=== Source material ===

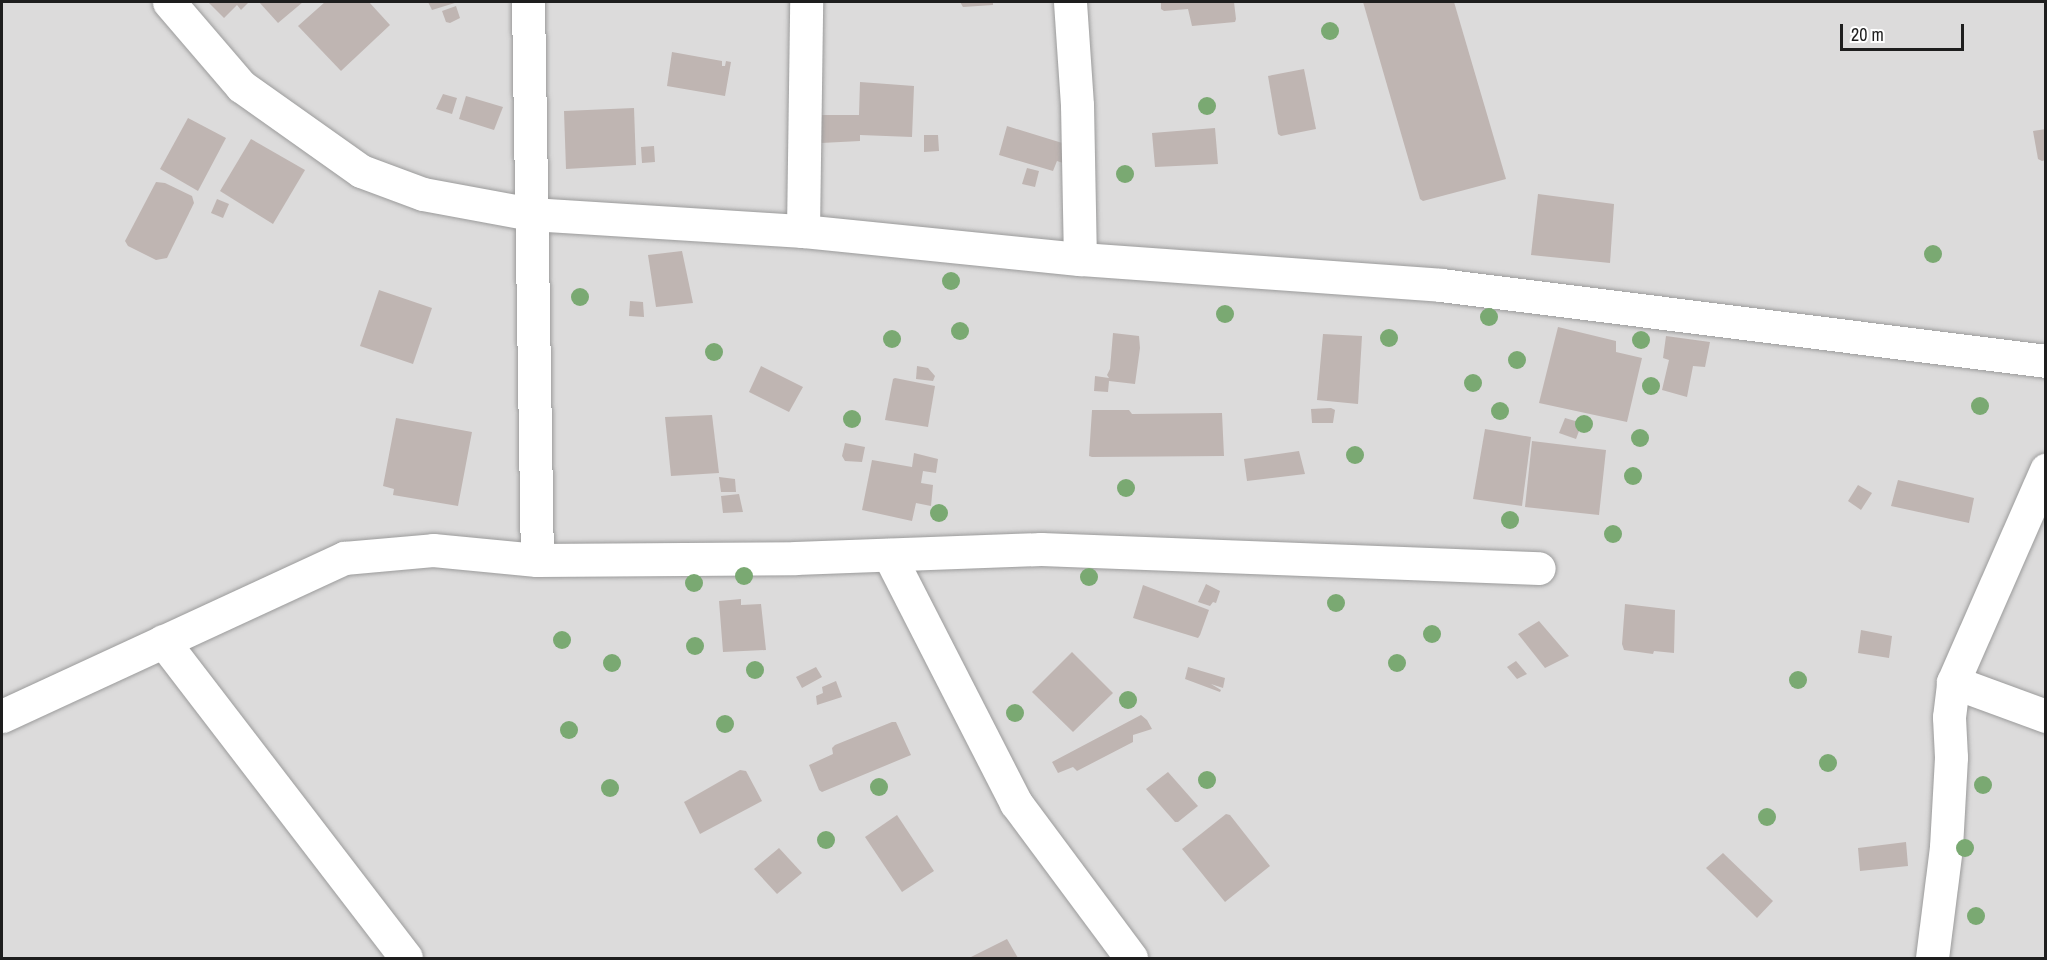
<!DOCTYPE html>
<html>
<head>
<meta charset="utf-8">
<style>
	body { margin:0 }
	#map { position:relative; width:2047px; height:960px; overflow:hidden; background:#eeeae5; font-family:"Archivo Narrow",sans-serif }
	div>[style] { position:absolute }
	.residential>* { inset:0; background:#dcdbdb }
	.building>* { inset:0; background:#bfb5b2 }
	.roads { filter:drop-shadow(0 0 2px #9b9b9b) drop-shadow(0 0 2px #9b9b9b) }
	.minor>* { height:33px; margin:-16.5px; padding:0 16.5px; transform-origin:16.5px; border-radius:16.5px; background:#fff }
	.trees>* { width:18px; height:18px; margin:-9px; border-radius:50%; background:#7aa972 }
	span { translate:-50% -50%; white-space:nowrap; text-align:center; line-height:1.15; -webkit-text-stroke:5px #fff; paint-order:stroke }
	.frame { position:absolute; inset:0; border:3px solid #1e1e1e; pointer-events:none }
	.scale { position:absolute; left:1840px; top:24px; width:124px; height:27px; box-sizing:border-box; border:3px solid #1e1e1e; border-top:0; padding-left:8px; font-size:18px; line-height:21px; white-space:nowrap; color:#1e1e1e; -webkit-text-stroke:4px #fff; paint-order:stroke }
</style>
</head>
<body>
<div id="map">
	<div class="residential">
		<div style="clip-path:polygon(2px 2px,2045px 2px,2045px 958px,2px 958px)"></div>
	</div>
	<div class="building">
		<div style="clip-path:polygon(208px 2px,249px 2px,241px 10px,237px 5px,224px 18px)"></div>
		<div style="clip-path:polygon(259px 2px,303px 2px,278px 23px)"></div>
		<div style="clip-path:polygon(325px 2px,369px 2px,390px 25px,341px 71px,298px 26px)"></div>
		<div style="clip-path:polygon(428px 2px,458px 2px,432px 10px)"></div>
		<div style="clip-path:polygon(960px 2px,993px 2px,993px 5px,963px 7px)"></div>
		<div style="clip-path:polygon(1161px 2px,1234px 2px,1236px 19px,1235px 22px,1192px 26px,1188px 9px,1164px 11px,1161px 9px)"></div>
		<div style="clip-path:polygon(1363px 2px,1454px 2px,1506px 179px,1423px 201px,1420px 199px)"></div>
		<div style="clip-path:polygon(456px 6px,460px 18px,450px 23px,446px 22px,442px 11px)"></div>
		<div style="clip-path:polygon(672px 52px,722px 61px,722px 66px,725px 66px,726px 61px,731px 62px,725px 96px,667px 86px)"></div>
		<div style="clip-path:polygon(1304px 69px,1316px 129px,1281px 136px,1278px 134px,1268px 76px)"></div>
		<div style="clip-path:polygon(860px 82px,914px 86px,912px 137px,860px 135px,860px 141px,821px 143px,817px 140px,817px 115px,859px 115px)"></div>
		<div style="clip-path:polygon(443px 94px,457px 98px,452px 114px,436px 109px)"></div>
		<div style="clip-path:polygon(466px 96px,503px 107px,494px 130px,459px 119px)"></div>
		<div style="clip-path:polygon(634px 108px,636px 165px,566px 169px,564px 111px)"></div>
		<div style="clip-path:polygon(188px 118px,226px 138px,198px 191px,160px 169px)"></div>
		<div style="clip-path:polygon(1007px 126px,1072px 146px,1066px 164px,1057px 161px,1053px 171px,999px 155px)"></div>
		<div style="clip-path:polygon(1215px 128px,1218px 164px,1155px 167px,1152px 133px)"></div>
		<div style="clip-path:polygon(2046px 129px,2046px 160px,2042px 161px,2038px 159px,2033px 131px)"></div>
		<div style="clip-path:polygon(924px 135px,938px 135px,939px 151px,924px 152px)"></div>
		<div style="clip-path:polygon(251px 139px,305px 170px,273px 224px,220px 191px)"></div>
		<div style="clip-path:polygon(654px 146px,655px 162px,642px 163px,641px 147px)"></div>
		<div style="clip-path:polygon(1027px 168px,1039px 171px,1035px 187px,1022px 184px)"></div>
		<div style="clip-path:polygon(156px 182px,165px 183px,192px 196px,194px 203px,167px 258px,156px 260px,128px 246px,125px 241px)"></div>
		<div style="clip-path:polygon(1538px 194px,1614px 204px,1610px 263px,1531px 255px)"></div>
		<div style="clip-path:polygon(217px 199px,229px 204px,223px 218px,211px 213px)"></div>
		<div style="clip-path:polygon(682px 251px,693px 303px,656px 307px,648px 255px)"></div>
		<div style="clip-path:polygon(379px 290px,432px 308px,413px 364px,360px 346px)"></div>
		<div style="clip-path:polygon(630px 301px,643px 302px,644px 317px,629px 316px)"></div>
		<div style="clip-path:polygon(1558px 327px,1616px 341px,1616px 352px,1642px 358px,1627px 422px,1539px 403px)"></div>
		<div style="clip-path:polygon(1113px 333px,1139px 336px,1140px 348px,1135px 384px,1109px 381px,1108px 392px,1094px 391px,1095px 376px,1109px 378px,1107px 375px,1110px 369px)"></div>
		<div style="clip-path:polygon(1323px 334px,1362px 336px,1358px 404px,1317px 400px)"></div>
		<div style="clip-path:polygon(1666px 336px,1710px 342px,1705px 367px,1693px 366px,1687px 397px,1662px 390px,1669px 360px,1663px 358px)"></div>
		<div style="clip-path:polygon(761px 366px,803px 387px,789px 412px,749px 392px)"></div>
		<div style="clip-path:polygon(917px 366px,928px 368px,935px 376px,933px 381px,916px 379px)"></div>
		<div style="clip-path:polygon(895px 378px,935px 386px,928px 427px,885px 420px,893px 379px)"></div>
		<div style="clip-path:polygon(1331px 408px,1335px 410px,1333px 423px,1312px 423px,1311px 409px)"></div>
		<div style="clip-path:polygon(1092px 410px,1129px 410px,1132px 414px,1222px 413px,1224px 456px,1092px 457px,1089px 456px)"></div>
		<div style="clip-path:polygon(712px 415px,719px 473px,671px 476px,665px 417px)"></div>
		<div style="clip-path:polygon(396px 418px,472px 432px,458px 506px,393px 495px,394px 489px,383px 486px)"></div>
		<div style="clip-path:polygon(1565px 418px,1582px 423px,1576px 439px,1559px 433px)"></div>
		<div style="clip-path:polygon(1485px 429px,1531px 437px,1522px 506px,1473px 499px)"></div>
		<div style="clip-path:polygon(1532px 441px,1606px 450px,1599px 515px,1525px 507px)"></div>
		<div style="clip-path:polygon(845px 443px,865px 447px,862px 462px,845px 461px,842px 456px)"></div>
		<div style="clip-path:polygon(1299px 451px,1305px 474px,1247px 481px,1244px 459px)"></div>
		<div style="clip-path:polygon(914px 453px,938px 459px,936px 473px,923px 471px,921px 483px,933px 485px,931px 506px,916px 503px,912px 521px,862px 510px,872px 460px,912px 467px)"></div>
		<div style="clip-path:polygon(719px 477px,735px 479px,736px 492px,721px 492px)"></div>
		<div style="clip-path:polygon(1898px 480px,1974px 498px,1969px 523px,1891px 506px)"></div>
		<div style="clip-path:polygon(1858px 485px,1872px 493px,1861px 510px,1848px 501px)"></div>
		<div style="clip-path:polygon(739px 494px,743px 512px,723px 513px,721px 496px)"></div>
		<div style="clip-path:polygon(1206px 584px,1220px 591px,1216px 603px,1213px 602px,1210px 606px,1198px 602px)"></div>
		<div style="clip-path:polygon(1143px 585px,1209px 610px,1200px 635px,1198px 638px,1133px 618px)"></div>
		<div style="clip-path:polygon(741px 599px,741px 605px,761px 604px,766px 650px,723px 652px,719px 601px)"></div>
		<div style="clip-path:polygon(1625px 604px,1675px 610px,1674px 653px,1654px 651px,1653px 654px,1624px 650px,1622px 644px)"></div>
		<div style="clip-path:polygon(1539px 621px,1569px 656px,1545px 668px,1518px 634px)"></div>
		<div style="clip-path:polygon(1861px 630px,1892px 636px,1889px 658px,1858px 653px)"></div>
		<div style="clip-path:polygon(1072px 652px,1113px 693px,1073px 732px,1032px 692px)"></div>
		<div style="clip-path:polygon(1516px 661px,1527px 674px,1517px 679px,1507px 667px)"></div>
		<div style="clip-path:polygon(816px 667px,822px 677px,802px 688px,796px 677px)"></div>
		<div style="clip-path:polygon(1188px 667px,1225px 678px,1223px 688px,1211px 684px,1221px 690px,1220px 692px,1185px 679px)"></div>
		<div style="clip-path:polygon(836px 681px,842px 697px,817px 705px,816px 696px,823px 693px,822px 687px)"></div>
		<div style="clip-path:polygon(1141px 715px,1147px 720px,1152px 729px,1133px 735px,1133px 742px,1077px 771px,1073px 767px,1058px 773px,1052px 762px)"></div>
		<div style="clip-path:polygon(892px 722px,896px 722px,911px 755px,822px 792px,819px 790px,809px 765px,833px 754px,832px 748px,835px 745px)"></div>
		<div style="clip-path:polygon(740px 770px,746px 771px,762px 801px,700px 834px,684px 802px)"></div>
		<div style="clip-path:polygon(1168px 772px,1198px 806px,1178px 822px,1175px 822px,1146px 789px)"></div>
		<div style="clip-path:polygon(1226px 814px,1230px 815px,1270px 866px,1225px 902px,1182px 849px)"></div>
		<div style="clip-path:polygon(897px 815px,934px 871px,902px 892px,865px 837px)"></div>
		<div style="clip-path:polygon(1906px 842px,1908px 866px,1860px 871px,1858px 848px)"></div>
		<div style="clip-path:polygon(779px 848px,802px 873px,777px 894px,754px 869px)"></div>
		<div style="clip-path:polygon(1723px 853px,1773px 901px,1757px 918px,1706px 868px)"></div>
		<div style="clip-path:polygon(1007px 939px,1018px 958px,969px 958px)"></div>
	</div>
	<div class="roads">
		<div class="minor">
			<div style="left:169px;top:2px;width:111px;rotate:49.4deg"></div>
			<div style="left:241px;top:86px;width:147px;rotate:35.3deg"></div>
			<div style="left:361px;top:171px;width:66px;rotate:20.4deg"></div>
			<div style="left:423px;top:194px;width:110px;rotate:10.5deg"></div>
			<div style="left:531px;top:214px;width:273px;rotate:3.6deg"></div>
			<div style="left:803px;top:231px;width:278px;rotate:5.8deg"></div>
			<div style="left:1080px;top:259px;width:362px;rotate:4.1deg"></div>
			<div style="left:1441px;top:285px;width:610px;rotate:7.16deg"></div>
			<div style="left:528px;top:2px;width:558px;rotate:89.08deg"></div>
			<div style="left:537px;top:560px;width:258px;rotate:-0.4deg"></div>
			<div style="left:795px;top:558px;width:246px;rotate:-2.1deg"></div>
			<div style="left:1041px;top:549px;width:498px;rotate:2.2deg"></div>
			<div style="left:1070px;top:2px;width:103px;rotate:86.1deg"></div>
			<div style="left:1077px;top:105px;width:154px;rotate:88.9deg"></div>
			<div style="left:803px;top:231px;width:229px;rotate:-89.2deg"></div>
			<div style="left:889px;top:555px;width:279px;rotate:62.9deg"></div>
			<div style="left:1016px;top:803px;width:193px;rotate:53.4deg"></div>
			<div style="left:163px;top:641px;width:399px;rotate:52.5deg"></div>
			<div style="left:1953px;top:682px;width:99px;rotate:20.1deg"></div>
			<div style="left:2px;top:716px;width:377px;rotate:-24.8deg"></div>
			<div style="left:344px;top:558px;width:89px;rotate:-5.1deg"></div>
			<div style="left:433px;top:550px;width:104px;rotate:5.5deg"></div>
			<div style="left:1932px;top:958px;width:112px;rotate:-82.8deg"></div>
			<div style="left:1946px;top:847px;width:90px;rotate:-86.8deg"></div>
			<div style="left:1951px;top:757px;width:40px;rotate:-92.9deg"></div>
			<div style="left:1949px;top:717px;width:35px;rotate:-83deg"></div>
			<div style="left:1953px;top:682px;width:232px;rotate:-66.3deg"></div>
		</div>
	</div>
	<div class="trees">
		<div style="left:1330px;top:31px"></div>
		<div style="left:1207px;top:106px"></div>
		<div style="left:1125px;top:174px"></div>
		<div style="left:1933px;top:254px"></div>
		<div style="left:951px;top:281px"></div>
		<div style="left:580px;top:297px"></div>
		<div style="left:1225px;top:314px"></div>
		<div style="left:1489px;top:317px"></div>
		<div style="left:960px;top:331px"></div>
		<div style="left:1389px;top:338px"></div>
		<div style="left:892px;top:339px"></div>
		<div style="left:1641px;top:340px"></div>
		<div style="left:714px;top:352px"></div>
		<div style="left:1517px;top:360px"></div>
		<div style="left:1473px;top:383px"></div>
		<div style="left:1651px;top:386px"></div>
		<div style="left:1980px;top:406px"></div>
		<div style="left:1500px;top:411px"></div>
		<div style="left:852px;top:419px"></div>
		<div style="left:1584px;top:424px"></div>
		<div style="left:1640px;top:438px"></div>
		<div style="left:1355px;top:455px"></div>
		<div style="left:1633px;top:476px"></div>
		<div style="left:1126px;top:488px"></div>
		<div style="left:939px;top:513px"></div>
		<div style="left:1510px;top:520px"></div>
		<div style="left:1613px;top:534px"></div>
		<div style="left:744px;top:576px"></div>
		<div style="left:1089px;top:577px"></div>
		<div style="left:694px;top:583px"></div>
		<div style="left:1336px;top:603px"></div>
		<div style="left:1432px;top:634px"></div>
		<div style="left:562px;top:640px"></div>
		<div style="left:695px;top:646px"></div>
		<div style="left:612px;top:663px"></div>
		<div style="left:1397px;top:663px"></div>
		<div style="left:755px;top:670px"></div>
		<div style="left:1798px;top:680px"></div>
		<div style="left:1128px;top:700px"></div>
		<div style="left:1015px;top:713px"></div>
		<div style="left:725px;top:724px"></div>
		<div style="left:569px;top:730px"></div>
		<div style="left:1828px;top:763px"></div>
		<div style="left:1207px;top:780px"></div>
		<div style="left:1983px;top:785px"></div>
		<div style="left:879px;top:787px"></div>
		<div style="left:610px;top:788px"></div>
		<div style="left:1767px;top:817px"></div>
		<div style="left:826px;top:840px"></div>
		<div style="left:1965px;top:848px"></div>
		<div style="left:1976px;top:916px"></div>
	</div>
	<div class="frame"></div>
	<div class="scale">20 m</div>
</div>
</body>
</html>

===

◆ What the task requires:
Where a line of the records holds the word "stroke", copy that line.

◆ Completed exercise:
	span { translate:-50% -50%; white-space:nowrap; text-align:center; line-height:1.15; -webkit-text-stroke:5px #fff; paint-order:stroke }
	.scale { position:absolute; left:1840px; top:24px; width:124px; height:27px; box-sizing:border-box; border:3px solid #1e1e1e; border-top:0; padding-left:8px; font-size:18px; line-height:21px; white-space:nowrap; color:#1e1e1e; -webkit-text-stroke:4px #fff; paint-order:stroke }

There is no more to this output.